Beli perhiasan di Jepang kini bukan lagi sekadar soal gaya hidup. Di tengah inflasi dan nilai yen yang melemah, semakin banyak masyarakat Jepang membeli emas dan perhiasan sebagai cara menjaga nilai kekayaan mereka.
Menariknya, tren ini justru lebih banyak didorong oleh warga Jepang sendiri, bukan wisatawan asing seperti yang selama ini sering dibayangkan. Lalu, apakah WNI yang sedang bekerja di Jepang juga bisa memanfaatkan peluang investasi seperti ini?
Penjualan Perhiasan Pecahkan Rekor Tertinggi
Data Japan Department Stores Association menunjukkan penjualan perhiasan, logam mulia, dan karya seni di department store Jepang mencapai 330 miliar yen sepanjang Januari hingga Juni 2026. Angka ini naik 19 persen dibanding periode yang sama tahun lalu dan menjadi rekor tertinggi sejak pencatatan dimulai pada 2008.
Sebagai perbandingan, total penjualan department store secara keseluruhan hanya tumbuh 3,2 persen. Hal ini menunjukkan bahwa kenaikan penjualan perhiasan di Jepang jauh lebih cepat dibanding sektor ritel lainnya.
Salah satu penyebabnya adalah nilai tukar yen yang sempat melemah hingga mendekati 164 yen per dolar AS, ditambah inflasi inti Jepang yang mencapai 1,6 persen pada Juni. Kondisi tersebut membuat banyak orang mulai mencari aset yang dianggap lebih stabil, salah satunya emas.

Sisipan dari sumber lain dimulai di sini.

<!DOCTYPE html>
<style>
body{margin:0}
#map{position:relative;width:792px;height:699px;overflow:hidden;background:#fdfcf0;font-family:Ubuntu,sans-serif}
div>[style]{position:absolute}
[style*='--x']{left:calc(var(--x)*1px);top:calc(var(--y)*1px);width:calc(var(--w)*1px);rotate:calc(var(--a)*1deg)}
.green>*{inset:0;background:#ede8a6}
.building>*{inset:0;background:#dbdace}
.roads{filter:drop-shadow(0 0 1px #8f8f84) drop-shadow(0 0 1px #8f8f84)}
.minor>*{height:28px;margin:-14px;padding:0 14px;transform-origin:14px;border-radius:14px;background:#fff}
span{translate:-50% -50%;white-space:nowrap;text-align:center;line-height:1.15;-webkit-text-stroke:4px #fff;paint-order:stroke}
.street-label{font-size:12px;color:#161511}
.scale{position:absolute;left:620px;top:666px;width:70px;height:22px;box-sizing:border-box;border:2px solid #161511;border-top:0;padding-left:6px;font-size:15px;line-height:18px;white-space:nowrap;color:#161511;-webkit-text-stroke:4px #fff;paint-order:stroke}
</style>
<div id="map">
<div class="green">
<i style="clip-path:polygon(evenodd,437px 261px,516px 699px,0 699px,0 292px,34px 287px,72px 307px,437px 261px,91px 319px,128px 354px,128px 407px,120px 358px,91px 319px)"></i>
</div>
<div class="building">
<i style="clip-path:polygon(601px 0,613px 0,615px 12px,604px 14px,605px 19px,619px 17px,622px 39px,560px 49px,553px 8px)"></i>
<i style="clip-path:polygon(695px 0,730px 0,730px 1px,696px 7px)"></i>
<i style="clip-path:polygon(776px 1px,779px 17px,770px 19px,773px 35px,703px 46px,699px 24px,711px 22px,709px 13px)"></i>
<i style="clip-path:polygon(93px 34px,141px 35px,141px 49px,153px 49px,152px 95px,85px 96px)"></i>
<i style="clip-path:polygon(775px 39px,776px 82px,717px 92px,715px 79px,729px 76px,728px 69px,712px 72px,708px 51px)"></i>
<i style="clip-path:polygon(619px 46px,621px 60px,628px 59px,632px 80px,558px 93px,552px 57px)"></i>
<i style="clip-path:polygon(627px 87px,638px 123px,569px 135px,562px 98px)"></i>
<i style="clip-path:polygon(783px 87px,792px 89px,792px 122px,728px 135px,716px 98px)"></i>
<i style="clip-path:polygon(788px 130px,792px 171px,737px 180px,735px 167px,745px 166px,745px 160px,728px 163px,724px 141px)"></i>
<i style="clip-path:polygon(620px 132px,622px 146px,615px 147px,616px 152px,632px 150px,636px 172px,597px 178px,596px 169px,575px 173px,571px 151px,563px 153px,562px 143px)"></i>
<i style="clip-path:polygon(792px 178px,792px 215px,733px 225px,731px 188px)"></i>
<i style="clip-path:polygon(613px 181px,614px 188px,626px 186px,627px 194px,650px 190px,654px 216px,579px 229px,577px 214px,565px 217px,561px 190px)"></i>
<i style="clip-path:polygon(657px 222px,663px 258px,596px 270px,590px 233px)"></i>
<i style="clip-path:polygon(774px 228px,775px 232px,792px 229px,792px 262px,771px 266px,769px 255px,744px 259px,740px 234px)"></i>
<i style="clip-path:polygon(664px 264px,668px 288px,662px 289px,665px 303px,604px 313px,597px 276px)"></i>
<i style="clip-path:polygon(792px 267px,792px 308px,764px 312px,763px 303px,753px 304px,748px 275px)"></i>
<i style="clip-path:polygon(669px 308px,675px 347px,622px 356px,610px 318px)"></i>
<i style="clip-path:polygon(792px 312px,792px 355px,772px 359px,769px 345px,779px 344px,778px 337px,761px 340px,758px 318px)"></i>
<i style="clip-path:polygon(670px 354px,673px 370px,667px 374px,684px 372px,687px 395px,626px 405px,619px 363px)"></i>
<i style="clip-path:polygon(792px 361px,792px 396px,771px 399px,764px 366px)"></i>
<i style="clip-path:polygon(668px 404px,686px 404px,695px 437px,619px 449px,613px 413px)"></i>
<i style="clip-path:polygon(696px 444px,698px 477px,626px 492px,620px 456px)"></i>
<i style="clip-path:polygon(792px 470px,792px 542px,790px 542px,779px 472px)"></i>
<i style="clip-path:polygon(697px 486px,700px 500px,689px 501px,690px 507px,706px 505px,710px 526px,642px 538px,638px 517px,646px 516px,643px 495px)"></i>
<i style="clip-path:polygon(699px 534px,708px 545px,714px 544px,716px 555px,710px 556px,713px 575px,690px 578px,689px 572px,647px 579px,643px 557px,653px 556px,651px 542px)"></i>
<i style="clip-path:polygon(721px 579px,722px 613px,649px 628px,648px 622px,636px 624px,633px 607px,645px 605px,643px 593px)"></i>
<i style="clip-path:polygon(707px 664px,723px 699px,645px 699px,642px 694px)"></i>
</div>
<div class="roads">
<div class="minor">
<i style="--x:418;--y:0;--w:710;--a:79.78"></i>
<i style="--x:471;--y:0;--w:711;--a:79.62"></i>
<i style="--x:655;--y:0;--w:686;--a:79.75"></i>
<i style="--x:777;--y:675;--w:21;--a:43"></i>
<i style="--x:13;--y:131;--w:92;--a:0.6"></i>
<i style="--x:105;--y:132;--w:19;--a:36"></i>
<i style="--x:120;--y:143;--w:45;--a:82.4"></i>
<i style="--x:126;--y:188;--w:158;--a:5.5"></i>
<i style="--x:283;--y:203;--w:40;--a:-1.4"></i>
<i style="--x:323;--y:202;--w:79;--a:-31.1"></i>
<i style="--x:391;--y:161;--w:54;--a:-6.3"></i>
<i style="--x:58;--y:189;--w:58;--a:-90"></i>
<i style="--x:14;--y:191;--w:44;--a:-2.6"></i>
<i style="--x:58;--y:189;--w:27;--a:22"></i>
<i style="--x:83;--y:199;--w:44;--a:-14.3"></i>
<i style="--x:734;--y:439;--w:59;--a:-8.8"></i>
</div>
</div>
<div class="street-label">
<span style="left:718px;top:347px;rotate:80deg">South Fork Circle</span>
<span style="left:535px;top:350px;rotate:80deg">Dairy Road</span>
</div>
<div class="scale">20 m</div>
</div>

Masyarakat Jepang Mulai Mengubah Cara Menabung
Perubahan pola pikir ini juga terlihat dari kebiasaan masyarakat dalam mengelola aset. Presiden perusahaan perhiasan Happiness and D, Satoshi Maehara, menyebut semakin banyak orang Jepang yang menempatkan sekitar 5 hingga 10 persen aset mereka dalam bentuk emas. Karena permintaan terus meningkat, perusahaannya kini memperluas penjualan produk perhiasan, tidak lagi hanya mengandalkan jam tangan atau merek mewah impor.
Fakta menarik lainnya, penjualan bebas bea (duty free) hanya naik 3,2 persen. Artinya, lonjakan pembelian bukan berasal dari wisatawan, melainkan dari konsumen domestik yang mulai melihat emas sebagai aset jangka panjang.
Apakah WNI di Jepang Bisa Ikut Investasi Emas?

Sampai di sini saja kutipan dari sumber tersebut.